===== SUPPLIED INFORMATION =====

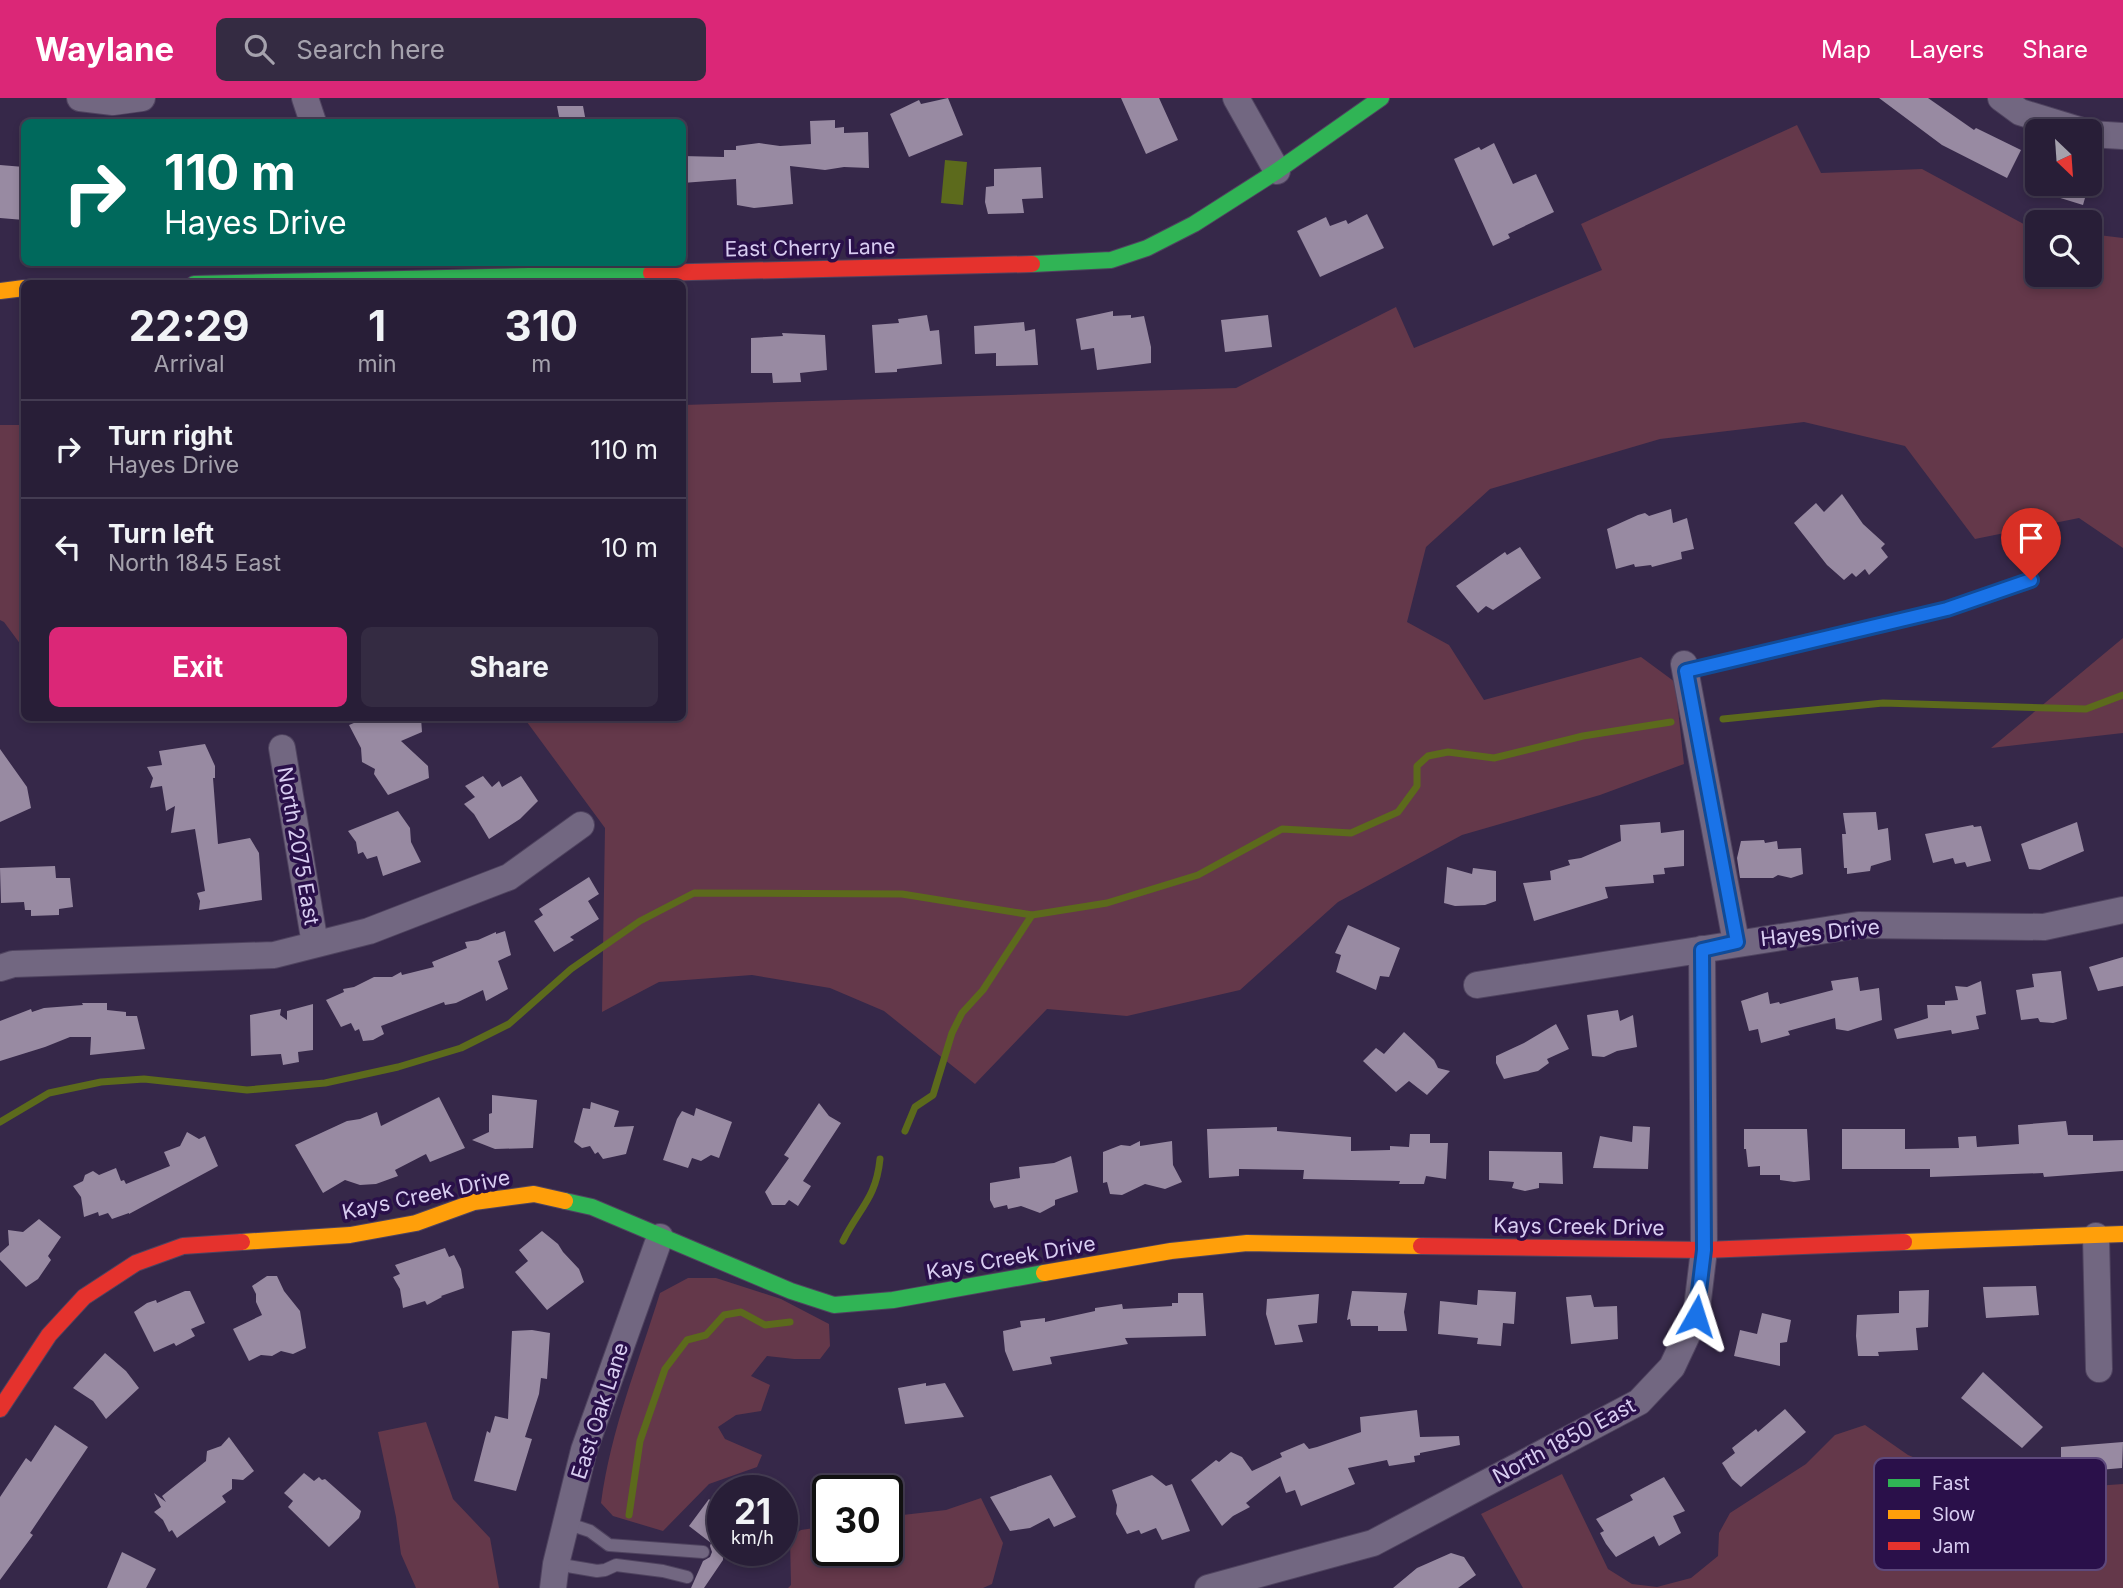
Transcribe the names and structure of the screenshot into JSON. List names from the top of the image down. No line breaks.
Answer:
{"streets":{"street":["East Cherry Lane","North 2075 East","Hayes Drive","Kays Creek Drive","East Oak Lane","North 1850 East"]},"crossings":[["Hayes Drive","North 1850 East"],["Kays Creek Drive","East Oak Lane"],["Kays Creek Drive","North 1850 East"]],"legend":["Fast","Slow","Jam"],"north":"bottom right","page":{"header":"Waylane","search":"Search here","nav":["Map","Layers","Share"],"turn":["110 m","Hayes Drive"],"eta":["22:29","Arrival","1","min","310","m"],"list":[{"name":"Turn right","note":"Hayes Drive","value":"110 m"},{"name":"Turn left","note":"North 1845 East","value":"10 m"}],"buttons":["Exit","Share"],"speed":"21 km/h","limit":"30"}}
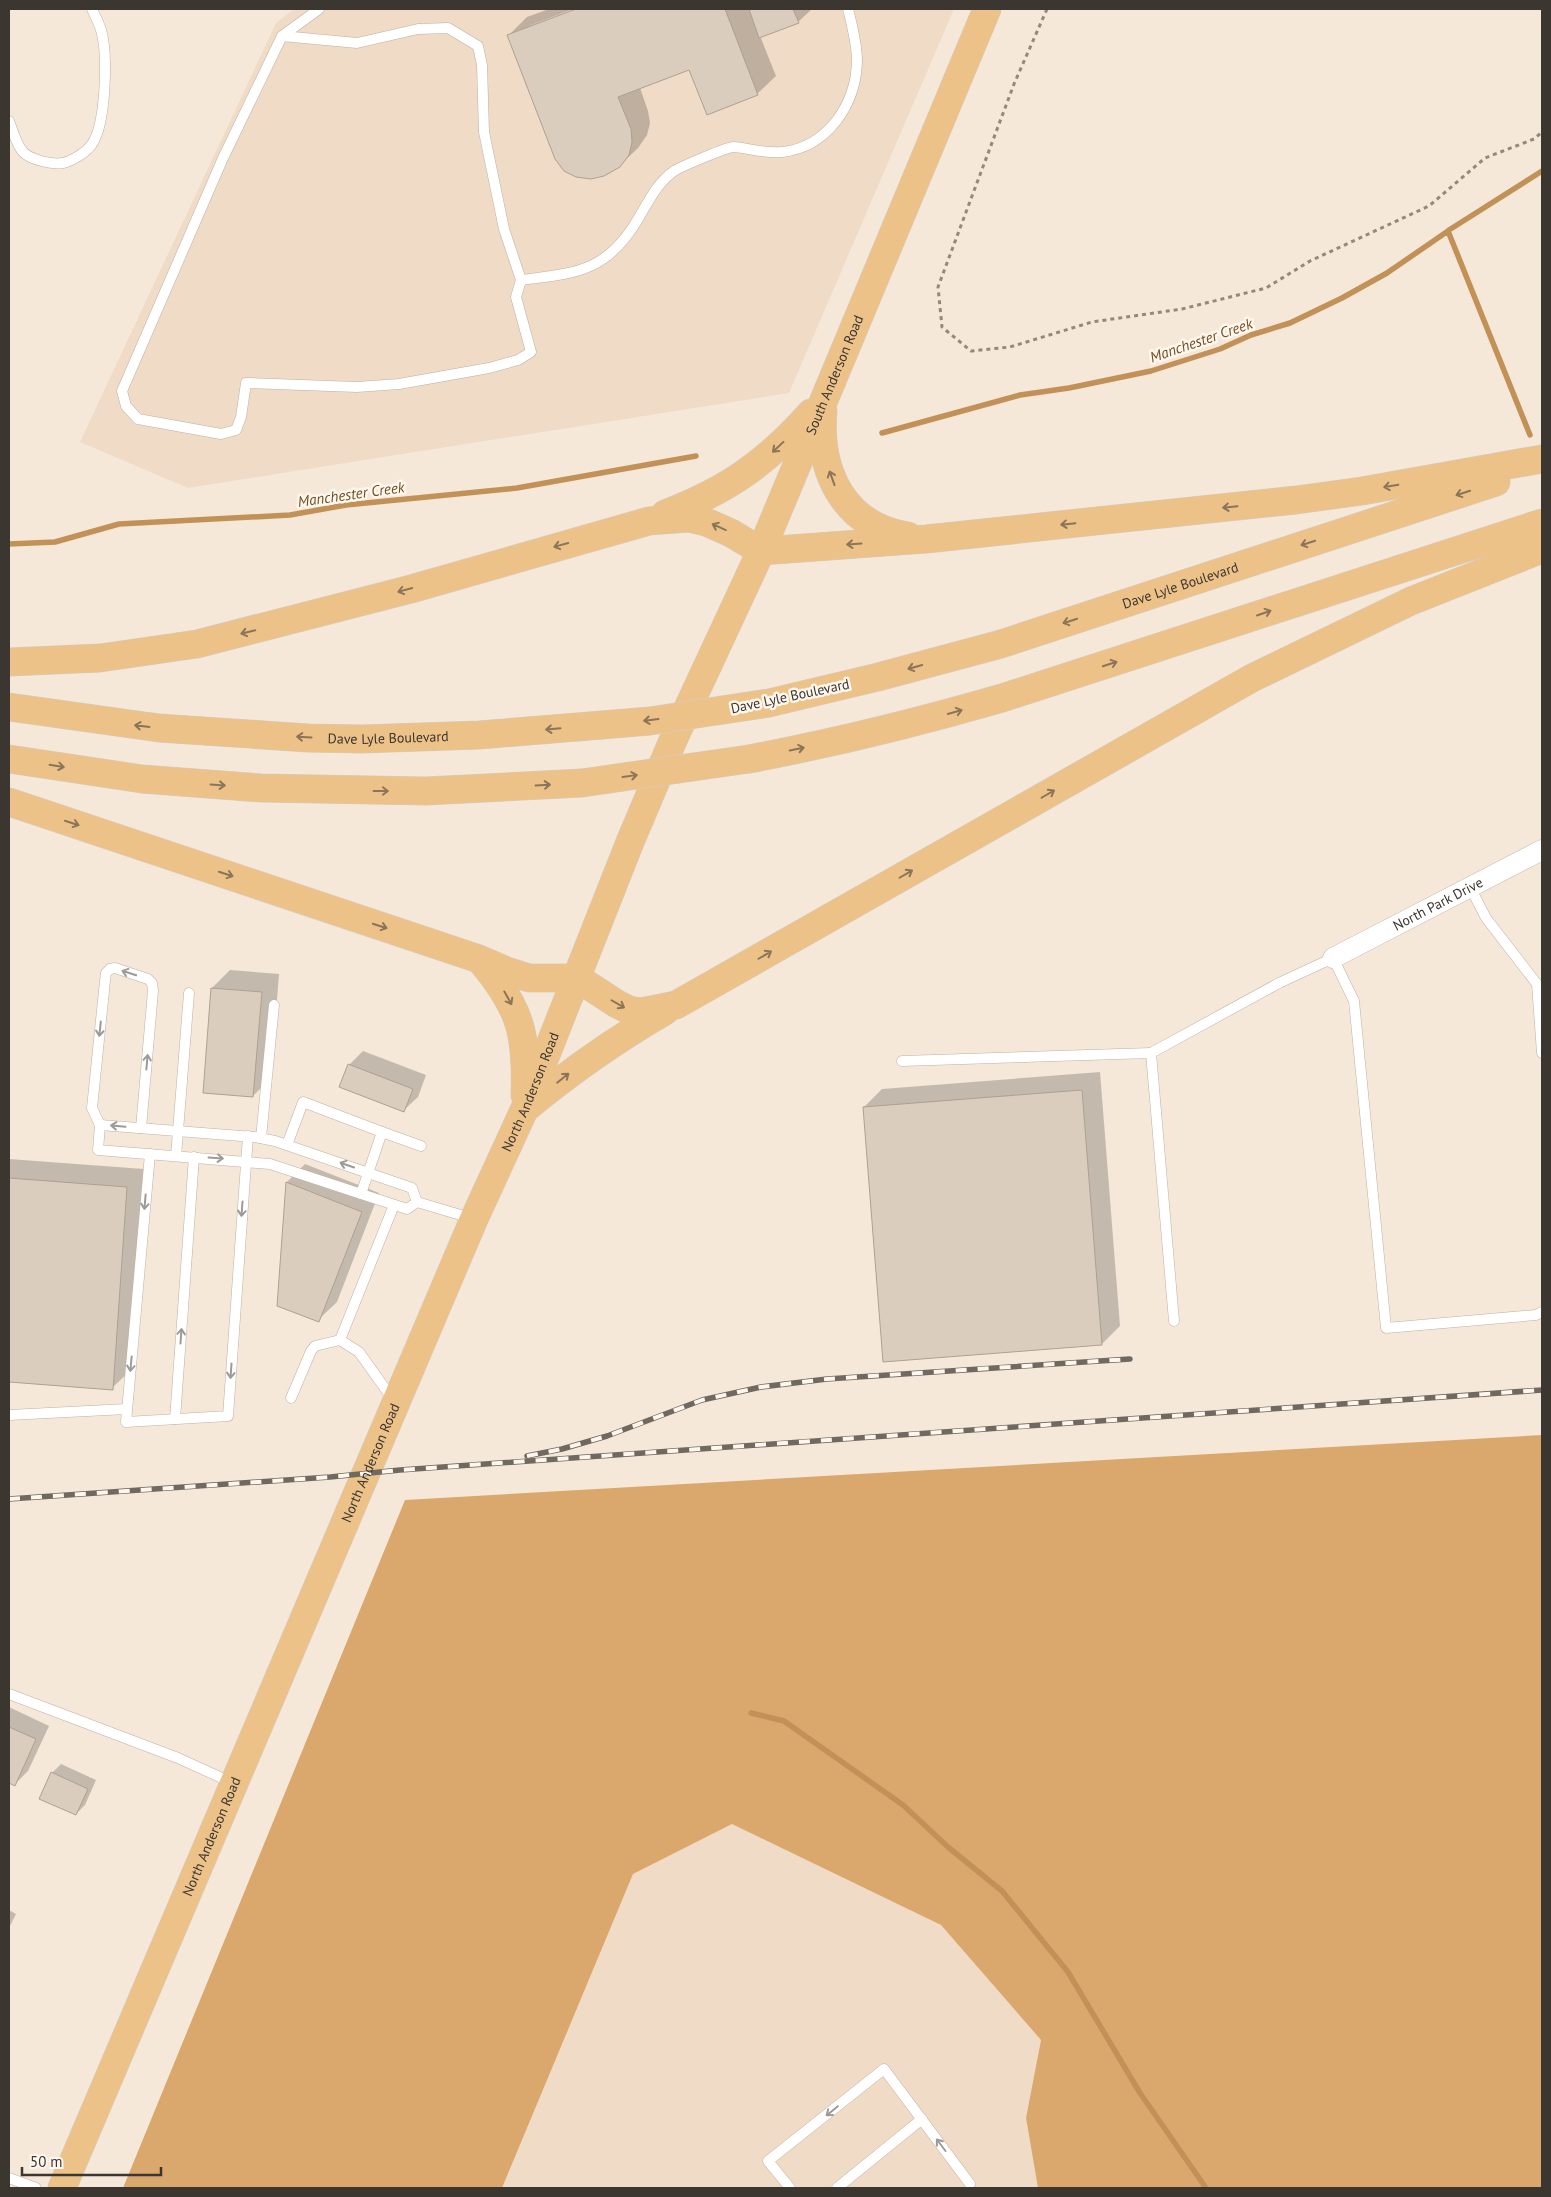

=====

WHAT THE TASK REQUIRES:
Transcribe the material as is, with images omitted.

TASK RESULT:
Transcribe the names and structure of the screenshot into JSON. List names from the top of the image down. No line breaks.
Answer:
{"streets":{"street":["East Cherry Lane","North 2075 East","Hayes Drive","Kays Creek Drive","East Oak Lane","North 1850 East"]},"crossings":[["Hayes Drive","North 1850 East"],["Kays Creek Drive","East Oak Lane"],["Kays Creek Drive","North 1850 East"]],"legend":["Fast","Slow","Jam"],"north":"bottom right","page":{"header":"Waylane","search":"Search here","nav":["Map","Layers","Share"],"turn":["110 m","Hayes Drive"],"eta":["22:29","Arrival","1","min","310","m"],"list":[{"name":"Turn right","note":"Hayes Drive","value":"110 m"},{"name":"Turn left","note":"North 1845 East","value":"10 m"}],"buttons":["Exit","Share"],"speed":"21 km/h","limit":"30"}}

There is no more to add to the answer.